1949. In March, a box-like piece of furniture, big, was carried into the library and “installed” by a pig-nosed, heavyset man dressed in a pair of immaculate, white overalls. “Now this here contraption, Mr. Shurtliff, is your antenna. It controls your reception, and what you want is the best reception you can get, so if you’ll just stand by me here with the antenna, I’ll show you how to work it for your best results. Now these two steel rods, you want to be sensitive to the way you wing them out so they’ll coordinate with your getting yourself your best picture…. That’s right…. Slant that right rod up straighter a mite more. Good…I can see you’re sensitive to the coordination. It’s a knack. Some have it, some don’t. You do.

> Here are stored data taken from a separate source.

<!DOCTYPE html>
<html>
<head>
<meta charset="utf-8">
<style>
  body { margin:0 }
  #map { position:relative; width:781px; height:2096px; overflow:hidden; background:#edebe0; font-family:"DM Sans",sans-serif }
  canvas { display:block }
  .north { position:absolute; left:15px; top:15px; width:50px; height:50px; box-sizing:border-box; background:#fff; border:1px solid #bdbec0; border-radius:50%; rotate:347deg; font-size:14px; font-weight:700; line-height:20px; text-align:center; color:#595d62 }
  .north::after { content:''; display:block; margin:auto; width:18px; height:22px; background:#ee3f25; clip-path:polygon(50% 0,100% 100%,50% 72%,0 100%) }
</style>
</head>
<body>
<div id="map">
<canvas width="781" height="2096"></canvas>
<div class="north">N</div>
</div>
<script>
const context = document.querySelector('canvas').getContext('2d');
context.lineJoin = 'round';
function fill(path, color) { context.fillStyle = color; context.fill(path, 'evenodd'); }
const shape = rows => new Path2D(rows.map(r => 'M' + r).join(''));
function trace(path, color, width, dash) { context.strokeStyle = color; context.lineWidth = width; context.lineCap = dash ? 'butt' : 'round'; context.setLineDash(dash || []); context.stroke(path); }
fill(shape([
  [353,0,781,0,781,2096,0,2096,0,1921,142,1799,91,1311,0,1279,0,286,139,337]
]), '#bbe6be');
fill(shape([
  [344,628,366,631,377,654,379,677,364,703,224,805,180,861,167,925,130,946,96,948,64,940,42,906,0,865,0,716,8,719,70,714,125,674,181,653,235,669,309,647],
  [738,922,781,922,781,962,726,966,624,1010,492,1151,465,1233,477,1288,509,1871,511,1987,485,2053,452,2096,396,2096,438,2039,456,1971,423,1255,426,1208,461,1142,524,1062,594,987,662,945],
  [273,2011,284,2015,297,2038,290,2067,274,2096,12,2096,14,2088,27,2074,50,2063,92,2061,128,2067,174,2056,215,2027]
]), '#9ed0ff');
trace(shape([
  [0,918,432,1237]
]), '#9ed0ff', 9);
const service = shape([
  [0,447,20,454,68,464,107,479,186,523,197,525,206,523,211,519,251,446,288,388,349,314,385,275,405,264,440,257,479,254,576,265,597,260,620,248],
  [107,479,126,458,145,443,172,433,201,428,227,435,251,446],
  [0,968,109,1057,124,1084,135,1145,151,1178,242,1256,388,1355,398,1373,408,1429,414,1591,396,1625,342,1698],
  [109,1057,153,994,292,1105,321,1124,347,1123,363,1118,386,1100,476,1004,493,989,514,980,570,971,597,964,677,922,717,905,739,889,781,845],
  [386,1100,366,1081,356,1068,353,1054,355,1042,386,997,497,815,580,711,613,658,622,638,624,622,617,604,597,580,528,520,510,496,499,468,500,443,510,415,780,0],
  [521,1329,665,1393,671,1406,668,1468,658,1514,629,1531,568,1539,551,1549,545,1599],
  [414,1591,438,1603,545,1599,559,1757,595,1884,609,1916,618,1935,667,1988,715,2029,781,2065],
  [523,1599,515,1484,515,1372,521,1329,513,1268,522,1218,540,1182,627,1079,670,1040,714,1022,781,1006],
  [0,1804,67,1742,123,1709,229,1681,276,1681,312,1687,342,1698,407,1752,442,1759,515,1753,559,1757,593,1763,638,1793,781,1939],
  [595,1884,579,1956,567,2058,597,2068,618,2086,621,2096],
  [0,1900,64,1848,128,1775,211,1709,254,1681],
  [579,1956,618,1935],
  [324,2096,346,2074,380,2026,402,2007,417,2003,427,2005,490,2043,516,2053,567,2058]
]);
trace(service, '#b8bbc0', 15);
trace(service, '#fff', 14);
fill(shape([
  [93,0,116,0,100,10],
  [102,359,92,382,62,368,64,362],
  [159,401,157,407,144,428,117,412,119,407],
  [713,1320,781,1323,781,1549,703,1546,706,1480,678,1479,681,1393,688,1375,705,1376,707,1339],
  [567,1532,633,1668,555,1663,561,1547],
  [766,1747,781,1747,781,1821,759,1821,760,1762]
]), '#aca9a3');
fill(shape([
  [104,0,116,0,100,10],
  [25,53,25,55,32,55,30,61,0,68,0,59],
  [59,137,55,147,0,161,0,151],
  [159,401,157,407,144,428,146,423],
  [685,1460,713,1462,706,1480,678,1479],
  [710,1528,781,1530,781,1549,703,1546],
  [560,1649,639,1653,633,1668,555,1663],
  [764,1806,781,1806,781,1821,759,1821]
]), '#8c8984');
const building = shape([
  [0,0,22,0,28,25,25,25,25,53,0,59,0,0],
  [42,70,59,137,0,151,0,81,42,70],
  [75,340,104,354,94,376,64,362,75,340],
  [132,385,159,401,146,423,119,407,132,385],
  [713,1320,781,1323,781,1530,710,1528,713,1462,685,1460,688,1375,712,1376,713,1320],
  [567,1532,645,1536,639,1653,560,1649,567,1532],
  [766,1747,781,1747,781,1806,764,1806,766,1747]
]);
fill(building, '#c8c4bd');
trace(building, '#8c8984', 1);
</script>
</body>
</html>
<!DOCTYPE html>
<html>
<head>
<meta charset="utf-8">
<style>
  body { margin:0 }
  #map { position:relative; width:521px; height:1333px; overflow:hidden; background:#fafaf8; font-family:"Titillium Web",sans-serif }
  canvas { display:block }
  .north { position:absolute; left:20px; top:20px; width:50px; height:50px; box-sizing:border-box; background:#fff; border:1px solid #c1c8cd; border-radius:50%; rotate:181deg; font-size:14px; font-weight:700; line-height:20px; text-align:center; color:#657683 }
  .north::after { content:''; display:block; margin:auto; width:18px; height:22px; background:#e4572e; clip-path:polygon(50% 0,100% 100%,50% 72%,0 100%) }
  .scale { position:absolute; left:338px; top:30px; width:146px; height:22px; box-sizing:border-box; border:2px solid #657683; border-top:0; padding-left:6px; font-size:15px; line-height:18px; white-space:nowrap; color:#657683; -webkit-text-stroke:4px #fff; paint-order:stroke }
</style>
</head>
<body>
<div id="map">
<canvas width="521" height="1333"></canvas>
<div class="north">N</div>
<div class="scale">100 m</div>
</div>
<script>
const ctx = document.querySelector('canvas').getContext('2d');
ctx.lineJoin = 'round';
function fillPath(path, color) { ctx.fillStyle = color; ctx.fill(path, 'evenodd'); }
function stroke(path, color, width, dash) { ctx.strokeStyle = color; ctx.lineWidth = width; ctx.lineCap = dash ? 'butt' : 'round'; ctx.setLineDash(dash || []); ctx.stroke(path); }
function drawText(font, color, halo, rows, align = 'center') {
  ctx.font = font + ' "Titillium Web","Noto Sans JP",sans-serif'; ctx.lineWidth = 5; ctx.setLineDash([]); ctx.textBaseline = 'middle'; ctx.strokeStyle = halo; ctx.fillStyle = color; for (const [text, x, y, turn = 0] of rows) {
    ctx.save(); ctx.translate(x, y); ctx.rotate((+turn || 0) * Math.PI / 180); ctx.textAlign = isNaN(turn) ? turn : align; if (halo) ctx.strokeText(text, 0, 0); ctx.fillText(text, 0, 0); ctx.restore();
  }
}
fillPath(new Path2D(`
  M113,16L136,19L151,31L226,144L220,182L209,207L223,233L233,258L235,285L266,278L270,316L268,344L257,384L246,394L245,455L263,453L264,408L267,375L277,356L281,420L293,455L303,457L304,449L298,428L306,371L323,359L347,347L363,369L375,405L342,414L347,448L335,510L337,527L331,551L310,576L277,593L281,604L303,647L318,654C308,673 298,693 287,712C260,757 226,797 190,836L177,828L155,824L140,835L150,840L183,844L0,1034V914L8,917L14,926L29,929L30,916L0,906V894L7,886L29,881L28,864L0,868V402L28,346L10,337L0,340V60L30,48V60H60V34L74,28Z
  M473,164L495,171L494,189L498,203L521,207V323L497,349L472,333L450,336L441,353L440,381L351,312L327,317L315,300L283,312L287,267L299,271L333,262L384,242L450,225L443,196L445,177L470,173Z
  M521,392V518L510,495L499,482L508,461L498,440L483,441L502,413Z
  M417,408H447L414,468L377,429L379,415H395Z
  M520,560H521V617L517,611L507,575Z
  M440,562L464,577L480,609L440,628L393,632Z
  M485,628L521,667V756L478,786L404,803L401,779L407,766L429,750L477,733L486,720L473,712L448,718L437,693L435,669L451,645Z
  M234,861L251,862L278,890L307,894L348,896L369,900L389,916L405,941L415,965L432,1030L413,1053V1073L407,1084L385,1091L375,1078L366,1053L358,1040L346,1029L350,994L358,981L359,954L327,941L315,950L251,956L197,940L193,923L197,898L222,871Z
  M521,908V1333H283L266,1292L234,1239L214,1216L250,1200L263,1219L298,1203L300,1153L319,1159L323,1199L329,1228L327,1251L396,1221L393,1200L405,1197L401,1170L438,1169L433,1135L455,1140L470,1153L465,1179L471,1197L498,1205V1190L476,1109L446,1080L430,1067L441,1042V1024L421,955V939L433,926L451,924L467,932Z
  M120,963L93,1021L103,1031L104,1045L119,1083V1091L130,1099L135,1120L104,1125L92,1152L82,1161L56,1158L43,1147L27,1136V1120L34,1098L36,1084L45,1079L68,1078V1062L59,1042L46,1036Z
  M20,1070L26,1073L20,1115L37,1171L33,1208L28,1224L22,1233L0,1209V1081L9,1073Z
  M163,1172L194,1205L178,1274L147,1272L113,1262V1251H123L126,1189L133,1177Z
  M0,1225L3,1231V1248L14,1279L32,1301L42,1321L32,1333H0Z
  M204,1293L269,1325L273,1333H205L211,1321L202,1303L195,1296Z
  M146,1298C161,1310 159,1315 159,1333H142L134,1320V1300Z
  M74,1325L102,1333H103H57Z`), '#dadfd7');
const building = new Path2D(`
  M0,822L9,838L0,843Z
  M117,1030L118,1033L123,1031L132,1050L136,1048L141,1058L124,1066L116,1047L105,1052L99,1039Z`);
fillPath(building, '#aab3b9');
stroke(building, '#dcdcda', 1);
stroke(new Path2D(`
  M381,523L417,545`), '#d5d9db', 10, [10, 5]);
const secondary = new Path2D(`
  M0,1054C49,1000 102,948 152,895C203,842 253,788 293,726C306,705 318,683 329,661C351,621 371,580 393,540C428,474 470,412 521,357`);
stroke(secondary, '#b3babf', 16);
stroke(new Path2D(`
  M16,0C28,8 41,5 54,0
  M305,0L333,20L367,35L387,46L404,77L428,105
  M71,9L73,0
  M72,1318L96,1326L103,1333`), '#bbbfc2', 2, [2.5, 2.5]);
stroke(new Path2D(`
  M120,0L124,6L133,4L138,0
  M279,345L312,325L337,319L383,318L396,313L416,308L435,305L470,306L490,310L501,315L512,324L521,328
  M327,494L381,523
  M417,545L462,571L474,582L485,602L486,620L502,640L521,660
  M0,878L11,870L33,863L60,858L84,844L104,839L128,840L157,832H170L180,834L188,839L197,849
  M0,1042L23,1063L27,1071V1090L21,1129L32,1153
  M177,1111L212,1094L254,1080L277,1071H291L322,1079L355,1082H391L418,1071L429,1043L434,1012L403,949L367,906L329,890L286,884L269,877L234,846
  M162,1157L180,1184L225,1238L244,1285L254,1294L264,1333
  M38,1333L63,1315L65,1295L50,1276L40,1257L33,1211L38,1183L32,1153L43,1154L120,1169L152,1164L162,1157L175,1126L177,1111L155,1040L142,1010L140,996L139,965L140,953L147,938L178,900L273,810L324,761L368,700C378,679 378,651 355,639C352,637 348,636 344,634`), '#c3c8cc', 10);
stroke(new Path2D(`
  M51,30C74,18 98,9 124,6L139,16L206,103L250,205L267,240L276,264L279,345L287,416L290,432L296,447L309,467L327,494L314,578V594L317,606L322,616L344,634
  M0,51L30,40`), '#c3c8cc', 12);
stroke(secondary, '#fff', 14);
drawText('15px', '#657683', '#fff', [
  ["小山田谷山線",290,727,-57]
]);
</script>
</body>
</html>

Good…Call me if you develop a problem. I doubt you will. You’ve got the best set money can buy.” Then the man departed, leaving behind in their lives, to their wonder, television.
South Pacific opened on Broadway, and suddenly everybody was singing “Some Enchanted Evening,” and “Younger Than Springtime,” and “I’m Gonna Wash That Man Right Outa My Hair” (the twins’ favorite).
Toward the year’s end (two years after Mrs. Leigh’s death), Doctor Leigh turned up at Morgan’s office and told Morgan he had a “situation” on his hands. Imogene Truffant. (Ah.) “She works in administration at the clinic,” Doctor Leigh said. “Some fool from the clinic, I’ve never found out who, ferried her out to Hatherton for Mrs. Leigh’s funeral, then had the gall to take her back to my house after the church service. I mention this because it’s possible you met her at that time.”
Morgan, silent, nodded. In his mind was a clear image o
f Imogene Truffant’s blowsy presence, a clear memory of how she’d cast a predator’s eye on the Leighs’ fine house and possessively cooed into his and Lucy Blackett’s ears Doctor Leigh’s name—“Douglas.”
“She’s threatening to sue me,” Doctor Leigh ploughed on. “A kind of breach-of-promise suit.” Well, yes, (he answered Morgan’s question), for quite some time prior to Mrs. Leigh’s death, he had indulged himself with Imogene Truffant, an indulgence he now regretted, but in the circumstance of what he referred to as—“the sexual abstinence forced on me by Mrs. Leigh’s long mental illness”—the indulgence seemed to him—“understandable.” An error, true: “But man-to-man, Morgan, an understandable error.” And what about after Mrs. Leigh’s death?…Well, yes. Afterwards, too, the indulgence had continued: “A habit, Morgan, purely of convenience.”